Lesson 38: Qualitative Data Analysis
Lesson 38: Qualitative Data Analysis
Lesson 38: Qualitative Data Analysis
In a qualitative research, you analyze or study data that reflect the respondents’ thoughts, feelings, attitudes, or views about something. These are subjective data that are expressed in words, and these words serve as the unit of analysis in a qualitative type of research. You examine these subjective data to understand how related or relevant they are to your research problem or specific research questions.
You collect qualitative data through interviews, observations, or content analysis and then subject them to data analysis. In your data collecting activities, you indispensably experience a lot of things vis-a-vis the sources of data, such as their sizes, shapes, ideas, feelings, attitudes, and so on. If you record these data through verbal language or graphic means, you get to immerse yourself in a qualitative data analysis, not quantitative data analysis, for the latter deals with data expressed in numerical forms. (Layder 2013)

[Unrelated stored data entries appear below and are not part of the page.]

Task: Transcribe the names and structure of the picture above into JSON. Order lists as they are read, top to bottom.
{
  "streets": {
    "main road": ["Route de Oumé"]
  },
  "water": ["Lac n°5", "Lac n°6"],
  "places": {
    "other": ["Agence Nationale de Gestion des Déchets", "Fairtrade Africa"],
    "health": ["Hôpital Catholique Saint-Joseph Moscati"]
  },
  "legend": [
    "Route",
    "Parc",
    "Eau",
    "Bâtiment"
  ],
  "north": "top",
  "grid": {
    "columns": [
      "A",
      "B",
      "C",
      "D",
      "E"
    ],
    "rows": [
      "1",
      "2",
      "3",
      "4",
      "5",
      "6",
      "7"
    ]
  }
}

Qualitative data analysis is a time-consuming process. It makes you deal with data coming from wide sources of information. It is good if all the data you collected from varied sources of knowledge work favorably for your research study, but, ironically, some of these may not have strong relation to your research questions. Data analysis in a qualitative research is a rigorous act of a thematic or theoretical organization of ideas or information into a certain format that is capable of presenting groups of responses. Analyzing the data and synthesizing them based on one principal idea, theory, or pattern demand a lot of time and effort, let alone, the methodical ways you have to adhere to in presenting the results as long written discussions containing verbal or graphical explanations of your findings. (Letherby 2012; Silverman 2013; Litchman 2013)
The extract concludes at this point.